Events interface ("SAX")
SAX means "Simple API for XML". SmartEiffel's API is not approved by W3C; nonetheless it resembles the API found in other languages.
In that case, you have to inherit from XML_CALLBACKS and implement its many deferred features.
During the parsing, the XML parser calls that class to tell it it enters a node, finds some attribute, some text, and so on. Errors are also reported.
Tree interface ("DOM")
DOM means "Document Object Model". As for SAX, SmartEiffel's DOM implementation is not endorsed by W3C.
To use an XML tree, you have to give it to the XML parser. The tree builds itself when called back by the parser's events.
If there were no errors, the XML tree provides a root feature that is an XML_NODE.
Errors can be managed by using the with_error_handler feature. The given agent will be called with the errors the parser finds.
Small Comparison SAX vs.
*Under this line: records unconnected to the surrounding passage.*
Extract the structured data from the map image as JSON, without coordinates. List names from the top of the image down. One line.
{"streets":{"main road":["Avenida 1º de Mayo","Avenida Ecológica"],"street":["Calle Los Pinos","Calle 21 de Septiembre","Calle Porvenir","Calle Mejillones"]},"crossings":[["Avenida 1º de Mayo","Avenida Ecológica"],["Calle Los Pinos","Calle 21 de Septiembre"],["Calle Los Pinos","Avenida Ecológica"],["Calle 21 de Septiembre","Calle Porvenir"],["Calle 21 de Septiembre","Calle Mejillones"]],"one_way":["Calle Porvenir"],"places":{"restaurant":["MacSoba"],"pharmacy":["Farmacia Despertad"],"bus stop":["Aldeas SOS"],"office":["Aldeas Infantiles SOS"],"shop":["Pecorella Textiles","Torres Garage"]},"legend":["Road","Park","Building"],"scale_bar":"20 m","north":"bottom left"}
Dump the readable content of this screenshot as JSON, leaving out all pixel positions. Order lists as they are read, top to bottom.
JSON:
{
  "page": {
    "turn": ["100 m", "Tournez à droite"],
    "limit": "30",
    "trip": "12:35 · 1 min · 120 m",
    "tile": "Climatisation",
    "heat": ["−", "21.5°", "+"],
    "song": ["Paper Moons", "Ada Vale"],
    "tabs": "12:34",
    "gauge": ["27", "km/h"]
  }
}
DOM
Using one or the other is not only a matter of taste, but it also depends on where you put your priorities. In a word, it is performance vs. simplicity.
Topic | DOM | SAX |
Simplicity | Very simple: the whole tree is built in a preliminary pass and all the nodes are available for as long as needed afterwards. | Less simple: the parser provides a stream of events that have to be dealt with.
On the other hand you have more control over which events are important and what you actually do with them. |
Memory | Memory hungry since objects are built to represent the whole tree | Not necessarily memory hungry since there is only a stream of feature calls. Of course you may need to create your own objects but that's up to you. |
Performance | The XML document is used in two passes:
|
The XML document may be exploited in one pass since you have first-hand access to the events during the parsing. |
Validation
To validate an XML file, SmartEiffel provides a DTD parser. The XML parser may parse the provided DTD and validate your file.
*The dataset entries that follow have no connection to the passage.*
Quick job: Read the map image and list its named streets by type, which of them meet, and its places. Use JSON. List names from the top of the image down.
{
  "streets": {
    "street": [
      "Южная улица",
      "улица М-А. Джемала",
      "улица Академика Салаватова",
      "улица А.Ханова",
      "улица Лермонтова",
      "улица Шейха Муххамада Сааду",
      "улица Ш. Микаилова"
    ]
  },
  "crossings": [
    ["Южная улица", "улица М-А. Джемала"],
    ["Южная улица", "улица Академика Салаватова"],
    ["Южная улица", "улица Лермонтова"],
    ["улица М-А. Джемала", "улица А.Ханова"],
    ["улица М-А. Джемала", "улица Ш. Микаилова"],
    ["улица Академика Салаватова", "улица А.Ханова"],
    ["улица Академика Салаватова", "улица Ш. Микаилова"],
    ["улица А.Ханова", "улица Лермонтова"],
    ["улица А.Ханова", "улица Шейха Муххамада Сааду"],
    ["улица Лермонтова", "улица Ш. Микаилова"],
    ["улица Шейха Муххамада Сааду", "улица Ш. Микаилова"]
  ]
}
The parser recognizes any kind of DTD: inlined, in a file or on the network. You may also use a cache that locally provides network DTDs (see XML_DTD_PUBLIC_REPOSITORY).
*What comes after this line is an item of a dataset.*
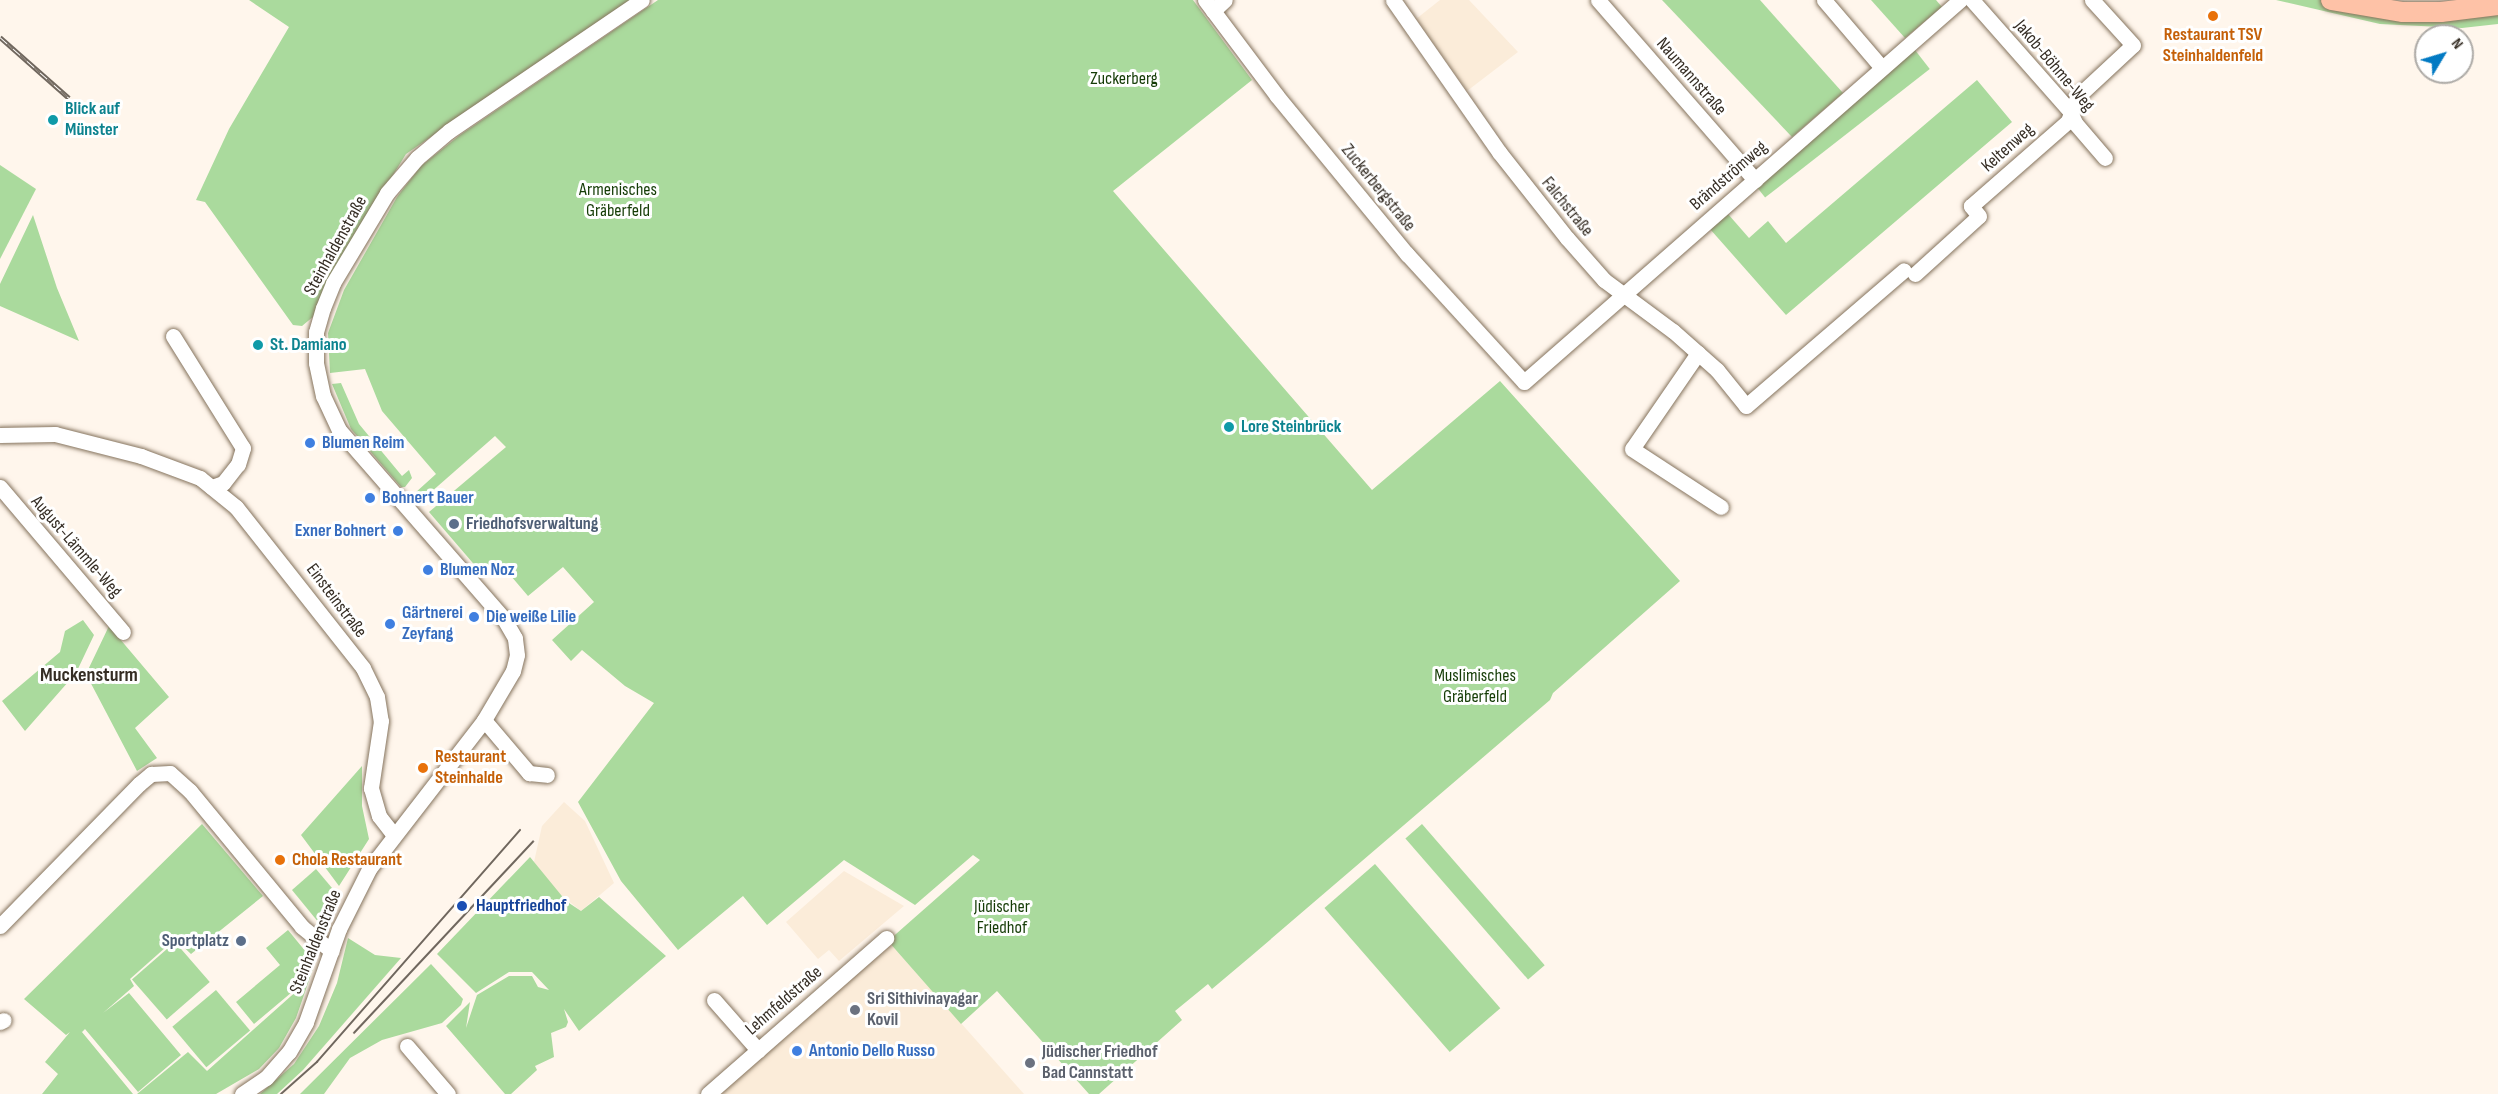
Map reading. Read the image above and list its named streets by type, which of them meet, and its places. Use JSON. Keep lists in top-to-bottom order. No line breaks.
{"streets":{"street":["Jakob-Böhme-Weg","Naumannstraße","Keltenweg","Brändströmweg","Zuckerbergstraße","Falchstraße","Steinhaldenstraße","August-Lämmle-Weg","Einsteinstraße","Lehmfeldstraße"]},"crossings":[["Jakob-Böhme-Weg","Keltenweg"],["Naumannstraße","Brändströmweg"],["Keltenweg","Falchstraße"],["Brändströmweg","Zuckerbergstraße"],["Brändströmweg","Falchstraße"],["Steinhaldenstraße","Einsteinstraße"]],"districts":["Muckensturm"],"parks":["Zuckerberg","Armenisches Gräberfeld","Muslimisches Gräberfeld","Jüdischer Friedhof"],"places":["Restaurant TSV Steinhaldenfeld","Blick auf Münster","St. Damiano","Lore Steinbrück","Blumen Reim","Bohnert Bauer","Friedhofsverwaltung","Exner Bohnert","Blumen Noz","Die weiße Lilie","Gärtnerei Zeyfang","Restaurant Steinhalde","Chola Restaurant","Hauptfriedhof","Sportplatz","Sri Sithivinayagar Kovil","Antonio Dello Russo","Jüdischer Friedhof Bad Cannstatt"],"north":"top right"}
Namespaces and other advanced features
Namespaces are not yet natively implemented in SmartEiffel, but they will be added later (contributions welcome!!)
The idea is to implement some new kind of XML_CALLBACKS that takes the semi-colon in nodes names into account.
Schema validation (therefore using namespaces) may be set by calling XML_CALLBACKS.set_validator.
Path parsing has to be implemented.